(Records excerpted from a collection)
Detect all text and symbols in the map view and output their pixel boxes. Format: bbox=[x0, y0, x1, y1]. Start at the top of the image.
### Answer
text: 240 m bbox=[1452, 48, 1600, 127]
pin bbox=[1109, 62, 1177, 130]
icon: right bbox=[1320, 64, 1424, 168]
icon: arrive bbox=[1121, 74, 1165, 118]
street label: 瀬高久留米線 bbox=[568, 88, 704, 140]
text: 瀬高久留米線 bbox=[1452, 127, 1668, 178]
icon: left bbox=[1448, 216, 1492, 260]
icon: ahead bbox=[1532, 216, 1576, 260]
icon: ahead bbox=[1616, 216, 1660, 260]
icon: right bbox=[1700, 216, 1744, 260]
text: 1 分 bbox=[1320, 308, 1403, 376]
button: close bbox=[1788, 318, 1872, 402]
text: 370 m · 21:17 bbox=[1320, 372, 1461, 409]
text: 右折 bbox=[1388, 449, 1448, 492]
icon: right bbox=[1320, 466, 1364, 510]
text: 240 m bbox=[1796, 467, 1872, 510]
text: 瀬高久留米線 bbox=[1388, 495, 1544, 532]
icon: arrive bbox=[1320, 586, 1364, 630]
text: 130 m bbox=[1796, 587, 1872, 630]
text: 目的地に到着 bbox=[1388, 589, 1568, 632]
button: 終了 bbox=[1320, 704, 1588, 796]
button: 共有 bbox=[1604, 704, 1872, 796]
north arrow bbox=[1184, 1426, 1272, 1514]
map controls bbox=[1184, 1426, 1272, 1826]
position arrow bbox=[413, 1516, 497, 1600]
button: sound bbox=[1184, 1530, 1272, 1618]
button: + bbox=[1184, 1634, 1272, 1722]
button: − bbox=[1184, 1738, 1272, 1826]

[What the exercise asks]
If a line of the records above contains the word "arrive", count it; then give the total and nothing more.

[Result below]
2